■ Stored data ■

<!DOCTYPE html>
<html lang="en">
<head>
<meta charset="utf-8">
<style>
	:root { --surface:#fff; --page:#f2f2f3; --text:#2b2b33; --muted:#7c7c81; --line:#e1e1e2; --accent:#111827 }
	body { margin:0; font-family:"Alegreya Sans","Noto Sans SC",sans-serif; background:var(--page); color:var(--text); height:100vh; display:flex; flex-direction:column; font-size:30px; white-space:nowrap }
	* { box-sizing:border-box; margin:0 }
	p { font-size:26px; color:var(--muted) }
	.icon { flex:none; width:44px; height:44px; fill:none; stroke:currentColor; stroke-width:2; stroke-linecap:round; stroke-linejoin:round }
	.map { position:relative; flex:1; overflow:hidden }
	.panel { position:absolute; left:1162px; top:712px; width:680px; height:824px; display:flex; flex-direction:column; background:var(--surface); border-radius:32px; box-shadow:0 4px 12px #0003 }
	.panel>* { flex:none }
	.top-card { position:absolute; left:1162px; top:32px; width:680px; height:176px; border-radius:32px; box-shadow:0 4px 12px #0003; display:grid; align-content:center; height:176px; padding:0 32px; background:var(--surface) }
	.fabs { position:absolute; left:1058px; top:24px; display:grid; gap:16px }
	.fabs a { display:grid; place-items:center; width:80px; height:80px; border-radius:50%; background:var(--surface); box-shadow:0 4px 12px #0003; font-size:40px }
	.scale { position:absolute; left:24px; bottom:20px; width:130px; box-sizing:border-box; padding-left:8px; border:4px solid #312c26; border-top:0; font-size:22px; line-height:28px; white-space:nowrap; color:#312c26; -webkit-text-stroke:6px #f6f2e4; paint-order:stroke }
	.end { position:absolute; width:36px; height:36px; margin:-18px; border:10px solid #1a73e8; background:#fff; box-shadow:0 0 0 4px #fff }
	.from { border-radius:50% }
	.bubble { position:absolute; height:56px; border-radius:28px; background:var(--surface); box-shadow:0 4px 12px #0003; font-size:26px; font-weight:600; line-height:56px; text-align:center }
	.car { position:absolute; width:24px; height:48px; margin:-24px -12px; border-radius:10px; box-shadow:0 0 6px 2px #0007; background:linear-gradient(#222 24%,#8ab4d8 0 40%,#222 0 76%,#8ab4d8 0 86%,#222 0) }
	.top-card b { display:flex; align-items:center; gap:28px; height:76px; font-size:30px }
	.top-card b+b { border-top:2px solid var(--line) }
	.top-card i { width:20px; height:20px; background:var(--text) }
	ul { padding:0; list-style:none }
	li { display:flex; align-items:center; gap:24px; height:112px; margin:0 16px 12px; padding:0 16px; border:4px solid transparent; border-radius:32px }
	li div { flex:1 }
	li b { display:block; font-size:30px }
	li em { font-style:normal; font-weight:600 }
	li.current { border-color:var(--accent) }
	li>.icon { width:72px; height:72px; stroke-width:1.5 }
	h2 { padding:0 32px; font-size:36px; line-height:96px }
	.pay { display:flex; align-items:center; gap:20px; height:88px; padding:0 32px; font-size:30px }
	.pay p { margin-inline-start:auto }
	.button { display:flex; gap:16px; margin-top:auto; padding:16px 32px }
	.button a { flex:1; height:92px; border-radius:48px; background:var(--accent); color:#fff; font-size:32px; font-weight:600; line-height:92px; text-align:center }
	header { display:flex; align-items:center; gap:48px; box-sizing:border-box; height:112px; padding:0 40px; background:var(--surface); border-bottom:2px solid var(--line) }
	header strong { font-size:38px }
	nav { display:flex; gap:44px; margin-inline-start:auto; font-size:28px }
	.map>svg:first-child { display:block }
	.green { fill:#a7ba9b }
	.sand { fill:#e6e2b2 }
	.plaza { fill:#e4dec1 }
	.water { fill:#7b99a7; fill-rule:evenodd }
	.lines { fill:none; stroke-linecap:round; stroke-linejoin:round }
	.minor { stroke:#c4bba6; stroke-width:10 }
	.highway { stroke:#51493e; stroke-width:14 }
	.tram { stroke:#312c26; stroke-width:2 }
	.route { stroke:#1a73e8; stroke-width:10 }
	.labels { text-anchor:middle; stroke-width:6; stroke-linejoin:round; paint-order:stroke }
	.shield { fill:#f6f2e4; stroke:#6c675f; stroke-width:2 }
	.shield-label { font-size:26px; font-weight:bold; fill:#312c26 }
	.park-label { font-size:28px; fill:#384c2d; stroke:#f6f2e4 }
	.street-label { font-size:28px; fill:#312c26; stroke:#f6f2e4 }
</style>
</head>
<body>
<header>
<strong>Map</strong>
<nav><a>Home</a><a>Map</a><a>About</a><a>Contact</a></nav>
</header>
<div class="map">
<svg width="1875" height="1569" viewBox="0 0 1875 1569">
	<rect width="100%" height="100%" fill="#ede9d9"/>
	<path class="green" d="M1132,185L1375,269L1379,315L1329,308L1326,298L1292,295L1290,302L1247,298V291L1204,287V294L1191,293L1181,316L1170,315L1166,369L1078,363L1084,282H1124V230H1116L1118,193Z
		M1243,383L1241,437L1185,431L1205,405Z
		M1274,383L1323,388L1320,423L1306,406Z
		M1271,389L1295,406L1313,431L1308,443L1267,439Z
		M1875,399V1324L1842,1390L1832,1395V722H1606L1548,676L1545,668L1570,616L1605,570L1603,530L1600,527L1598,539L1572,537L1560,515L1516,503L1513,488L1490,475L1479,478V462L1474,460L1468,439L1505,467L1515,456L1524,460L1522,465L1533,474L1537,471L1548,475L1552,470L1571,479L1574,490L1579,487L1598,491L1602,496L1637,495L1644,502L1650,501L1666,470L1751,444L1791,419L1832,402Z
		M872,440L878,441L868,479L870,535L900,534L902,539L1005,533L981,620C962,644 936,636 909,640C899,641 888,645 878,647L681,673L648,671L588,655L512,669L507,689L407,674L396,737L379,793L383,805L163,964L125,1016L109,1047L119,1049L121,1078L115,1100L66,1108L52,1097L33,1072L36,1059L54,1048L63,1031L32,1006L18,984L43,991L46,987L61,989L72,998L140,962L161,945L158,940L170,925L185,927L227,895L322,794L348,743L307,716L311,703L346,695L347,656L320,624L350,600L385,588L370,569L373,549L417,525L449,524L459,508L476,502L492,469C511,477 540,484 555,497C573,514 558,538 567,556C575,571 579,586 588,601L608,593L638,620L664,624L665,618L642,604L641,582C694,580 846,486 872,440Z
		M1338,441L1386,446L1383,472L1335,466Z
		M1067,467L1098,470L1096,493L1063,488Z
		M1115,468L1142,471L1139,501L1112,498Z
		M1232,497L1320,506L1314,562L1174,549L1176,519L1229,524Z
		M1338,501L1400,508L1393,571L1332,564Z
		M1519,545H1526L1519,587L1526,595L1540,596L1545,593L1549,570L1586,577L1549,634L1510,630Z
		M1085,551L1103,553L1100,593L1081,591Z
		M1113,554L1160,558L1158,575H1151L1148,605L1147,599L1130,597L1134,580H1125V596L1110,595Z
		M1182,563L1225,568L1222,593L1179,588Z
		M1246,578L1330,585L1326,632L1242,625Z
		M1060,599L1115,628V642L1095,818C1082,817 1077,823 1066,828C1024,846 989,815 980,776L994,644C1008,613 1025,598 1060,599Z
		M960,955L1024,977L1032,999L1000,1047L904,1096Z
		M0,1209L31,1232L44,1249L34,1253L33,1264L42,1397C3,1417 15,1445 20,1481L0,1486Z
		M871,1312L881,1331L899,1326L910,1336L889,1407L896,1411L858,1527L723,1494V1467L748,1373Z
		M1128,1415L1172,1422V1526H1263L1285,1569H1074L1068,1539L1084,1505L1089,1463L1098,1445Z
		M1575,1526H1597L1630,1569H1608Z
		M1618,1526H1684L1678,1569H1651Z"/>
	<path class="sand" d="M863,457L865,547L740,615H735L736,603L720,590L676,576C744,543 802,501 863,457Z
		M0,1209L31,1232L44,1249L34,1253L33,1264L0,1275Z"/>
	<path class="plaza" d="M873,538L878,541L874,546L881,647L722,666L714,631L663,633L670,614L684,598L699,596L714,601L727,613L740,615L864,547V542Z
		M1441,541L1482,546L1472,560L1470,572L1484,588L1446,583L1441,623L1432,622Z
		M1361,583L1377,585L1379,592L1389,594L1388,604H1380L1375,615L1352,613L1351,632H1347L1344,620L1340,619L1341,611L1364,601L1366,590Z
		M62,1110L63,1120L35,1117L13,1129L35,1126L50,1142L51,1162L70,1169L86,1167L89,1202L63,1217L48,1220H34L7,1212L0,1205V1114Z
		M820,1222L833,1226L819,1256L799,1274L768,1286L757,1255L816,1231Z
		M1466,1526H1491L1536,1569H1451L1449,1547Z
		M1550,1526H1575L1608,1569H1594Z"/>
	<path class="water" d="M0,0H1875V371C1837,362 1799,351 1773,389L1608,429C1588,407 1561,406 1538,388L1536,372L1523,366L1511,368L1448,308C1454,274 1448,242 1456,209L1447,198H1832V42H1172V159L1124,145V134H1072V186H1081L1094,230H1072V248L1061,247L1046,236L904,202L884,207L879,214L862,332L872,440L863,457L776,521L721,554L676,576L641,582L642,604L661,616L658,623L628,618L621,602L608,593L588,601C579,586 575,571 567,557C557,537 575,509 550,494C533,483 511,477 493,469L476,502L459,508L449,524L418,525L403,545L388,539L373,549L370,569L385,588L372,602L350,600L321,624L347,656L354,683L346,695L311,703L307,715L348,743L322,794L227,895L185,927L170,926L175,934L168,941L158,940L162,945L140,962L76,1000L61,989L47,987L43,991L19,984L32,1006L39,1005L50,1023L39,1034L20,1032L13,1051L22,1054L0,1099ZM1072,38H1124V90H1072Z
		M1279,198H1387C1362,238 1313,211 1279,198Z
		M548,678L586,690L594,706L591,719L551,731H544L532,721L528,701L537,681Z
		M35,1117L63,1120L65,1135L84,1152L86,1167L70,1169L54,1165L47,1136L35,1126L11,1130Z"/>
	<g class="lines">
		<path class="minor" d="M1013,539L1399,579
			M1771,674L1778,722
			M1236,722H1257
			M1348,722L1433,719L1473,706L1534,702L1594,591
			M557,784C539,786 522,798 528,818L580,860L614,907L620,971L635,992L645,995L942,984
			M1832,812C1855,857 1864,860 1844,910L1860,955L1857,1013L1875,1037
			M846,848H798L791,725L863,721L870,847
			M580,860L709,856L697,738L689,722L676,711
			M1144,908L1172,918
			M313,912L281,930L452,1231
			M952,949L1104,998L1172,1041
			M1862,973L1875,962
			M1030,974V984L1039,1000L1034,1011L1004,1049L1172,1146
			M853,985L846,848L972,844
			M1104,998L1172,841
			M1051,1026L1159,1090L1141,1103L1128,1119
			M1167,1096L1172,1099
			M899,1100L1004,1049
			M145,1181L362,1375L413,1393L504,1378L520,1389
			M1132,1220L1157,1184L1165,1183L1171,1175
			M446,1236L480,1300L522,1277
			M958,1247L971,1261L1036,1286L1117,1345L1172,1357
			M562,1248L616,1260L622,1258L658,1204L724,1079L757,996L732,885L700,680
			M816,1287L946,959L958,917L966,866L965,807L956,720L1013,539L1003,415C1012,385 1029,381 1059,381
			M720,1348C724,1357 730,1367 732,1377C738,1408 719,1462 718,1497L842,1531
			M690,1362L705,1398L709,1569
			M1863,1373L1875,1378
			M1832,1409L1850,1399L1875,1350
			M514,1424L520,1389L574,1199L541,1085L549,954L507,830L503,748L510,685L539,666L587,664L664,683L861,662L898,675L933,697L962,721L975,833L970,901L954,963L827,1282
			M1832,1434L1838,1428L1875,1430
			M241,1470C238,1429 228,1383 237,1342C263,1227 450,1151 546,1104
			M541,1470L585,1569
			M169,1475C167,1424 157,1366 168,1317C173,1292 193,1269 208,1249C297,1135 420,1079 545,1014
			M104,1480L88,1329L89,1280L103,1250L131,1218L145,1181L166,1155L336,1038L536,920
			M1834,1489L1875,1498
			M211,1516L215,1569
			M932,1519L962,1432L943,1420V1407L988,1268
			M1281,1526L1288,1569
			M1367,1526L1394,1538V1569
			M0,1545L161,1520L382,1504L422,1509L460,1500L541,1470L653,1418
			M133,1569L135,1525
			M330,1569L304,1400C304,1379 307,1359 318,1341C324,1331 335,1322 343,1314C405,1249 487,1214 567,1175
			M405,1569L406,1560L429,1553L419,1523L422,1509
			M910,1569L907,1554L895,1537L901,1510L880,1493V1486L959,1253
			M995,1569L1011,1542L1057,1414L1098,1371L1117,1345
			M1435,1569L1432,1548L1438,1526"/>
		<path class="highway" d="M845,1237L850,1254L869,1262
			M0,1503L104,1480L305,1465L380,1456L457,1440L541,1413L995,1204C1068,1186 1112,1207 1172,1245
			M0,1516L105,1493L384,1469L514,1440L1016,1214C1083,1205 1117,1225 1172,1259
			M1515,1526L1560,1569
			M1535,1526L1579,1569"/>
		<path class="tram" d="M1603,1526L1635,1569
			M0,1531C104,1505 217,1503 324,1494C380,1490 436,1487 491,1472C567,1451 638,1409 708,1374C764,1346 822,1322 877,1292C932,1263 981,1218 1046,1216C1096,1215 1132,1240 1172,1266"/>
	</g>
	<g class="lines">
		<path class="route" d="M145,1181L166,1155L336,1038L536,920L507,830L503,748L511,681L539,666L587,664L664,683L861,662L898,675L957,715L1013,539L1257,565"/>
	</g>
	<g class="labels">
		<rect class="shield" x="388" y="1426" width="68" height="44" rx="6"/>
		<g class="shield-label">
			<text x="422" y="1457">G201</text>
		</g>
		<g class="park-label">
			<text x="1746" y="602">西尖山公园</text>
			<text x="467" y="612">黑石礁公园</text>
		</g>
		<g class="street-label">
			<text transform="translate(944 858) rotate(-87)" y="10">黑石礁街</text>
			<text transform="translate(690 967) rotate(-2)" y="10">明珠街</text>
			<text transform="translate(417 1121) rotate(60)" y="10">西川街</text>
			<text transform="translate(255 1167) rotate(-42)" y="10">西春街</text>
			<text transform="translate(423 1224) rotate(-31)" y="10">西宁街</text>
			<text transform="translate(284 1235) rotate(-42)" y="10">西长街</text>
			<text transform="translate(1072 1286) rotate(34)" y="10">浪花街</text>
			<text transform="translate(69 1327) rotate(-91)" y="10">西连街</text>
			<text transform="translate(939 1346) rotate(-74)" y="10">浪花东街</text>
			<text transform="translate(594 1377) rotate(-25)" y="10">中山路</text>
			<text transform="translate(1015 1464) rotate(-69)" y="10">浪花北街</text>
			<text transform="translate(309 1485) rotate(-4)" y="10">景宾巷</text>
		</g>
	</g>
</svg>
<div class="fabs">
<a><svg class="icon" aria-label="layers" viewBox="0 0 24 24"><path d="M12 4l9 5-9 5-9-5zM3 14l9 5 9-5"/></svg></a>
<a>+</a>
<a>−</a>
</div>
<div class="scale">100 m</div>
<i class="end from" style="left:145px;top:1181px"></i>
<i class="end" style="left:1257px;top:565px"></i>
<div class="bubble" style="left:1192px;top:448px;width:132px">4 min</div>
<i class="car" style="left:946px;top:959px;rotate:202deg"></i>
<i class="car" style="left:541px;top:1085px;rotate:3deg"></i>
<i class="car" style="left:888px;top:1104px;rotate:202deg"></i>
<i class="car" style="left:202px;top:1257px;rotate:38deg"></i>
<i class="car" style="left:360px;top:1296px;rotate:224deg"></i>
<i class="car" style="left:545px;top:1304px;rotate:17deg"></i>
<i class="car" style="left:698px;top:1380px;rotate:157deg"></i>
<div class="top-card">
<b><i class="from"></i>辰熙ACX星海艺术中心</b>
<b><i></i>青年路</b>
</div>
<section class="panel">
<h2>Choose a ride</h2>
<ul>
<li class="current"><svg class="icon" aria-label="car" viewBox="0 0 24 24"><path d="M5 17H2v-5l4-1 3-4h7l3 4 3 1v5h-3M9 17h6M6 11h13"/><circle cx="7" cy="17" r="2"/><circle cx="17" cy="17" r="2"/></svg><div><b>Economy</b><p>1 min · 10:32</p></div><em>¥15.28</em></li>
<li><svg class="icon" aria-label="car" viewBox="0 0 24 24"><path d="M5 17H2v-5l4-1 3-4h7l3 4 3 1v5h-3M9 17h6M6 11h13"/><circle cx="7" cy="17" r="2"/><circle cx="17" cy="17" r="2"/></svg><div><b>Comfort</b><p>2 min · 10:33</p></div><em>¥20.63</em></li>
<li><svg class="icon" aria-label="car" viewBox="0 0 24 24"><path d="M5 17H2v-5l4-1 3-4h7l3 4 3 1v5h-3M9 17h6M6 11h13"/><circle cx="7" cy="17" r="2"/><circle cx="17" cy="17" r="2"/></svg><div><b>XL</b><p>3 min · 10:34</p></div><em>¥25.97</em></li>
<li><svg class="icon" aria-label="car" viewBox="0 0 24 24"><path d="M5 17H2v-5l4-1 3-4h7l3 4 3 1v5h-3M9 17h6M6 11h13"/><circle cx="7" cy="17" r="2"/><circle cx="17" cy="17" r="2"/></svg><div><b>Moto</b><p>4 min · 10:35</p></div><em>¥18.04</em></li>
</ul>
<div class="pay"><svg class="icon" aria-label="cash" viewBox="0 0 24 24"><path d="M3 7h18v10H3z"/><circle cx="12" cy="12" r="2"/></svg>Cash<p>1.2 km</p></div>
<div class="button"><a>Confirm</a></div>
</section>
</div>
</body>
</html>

■ Exercise ■
From the records above, print only the lines between the one holding "<strong>Map</strong>" and the one holding "936,636 909,640C899,641 888,645", inclusive, exactly as they stand.

■ Worked solution ■
<strong>Map</strong>
<nav><a>Home</a><a>Map</a><a>About</a><a>Contact</a></nav>
</header>
<div class="map">
<svg width="1875" height="1569" viewBox="0 0 1875 1569">
	<rect width="100%" height="100%" fill="#ede9d9"/>
	<path class="green" d="M1132,185L1375,269L1379,315L1329,308L1326,298L1292,295L1290,302L1247,298V291L1204,287V294L1191,293L1181,316L1170,315L1166,369L1078,363L1084,282H1124V230H1116L1118,193Z
		M1243,383L1241,437L1185,431L1205,405Z
		M1274,383L1323,388L1320,423L1306,406Z
		M1271,389L1295,406L1313,431L1308,443L1267,439Z
		M1875,399V1324L1842,1390L1832,1395V722H1606L1548,676L1545,668L1570,616L1605,570L1603,530L1600,527L1598,539L1572,537L1560,515L1516,503L1513,488L1490,475L1479,478V462L1474,460L1468,439L1505,467L1515,456L1524,460L1522,465L1533,474L1537,471L1548,475L1552,470L1571,479L1574,490L1579,487L1598,491L1602,496L1637,495L1644,502L1650,501L1666,470L1751,444L1791,419L1832,402Z
		M872,440L878,441L868,479L870,535L900,534L902,539L1005,533L981,620C962,644 936,636 909,640C899,641 888,645 878,647L681,673L648,671L588,655L512,669L507,689L407,674L396,737L379,793L383,805L163,964L125,1016L109,1047L119,1049L121,1078L115,1100L66,1108L52,1097L33,1072L36,1059L54,1048L63,1031L32,1006L18,984L43,991L46,987L61,989L72,998L140,962L161,945L158,940L170,925L185,927L227,895L322,794L348,743L307,716L311,703L346,695L347,656L320,624L350,600L385,588L370,569L373,549L417,525L449,524L459,508L476,502L492,469C511,477 540,484 555,497C573,514 558,538 567,556C575,571 579,586 588,601L608,593L638,620L664,624L665,618L642,604L641,582C694,580 846,486 872,440Z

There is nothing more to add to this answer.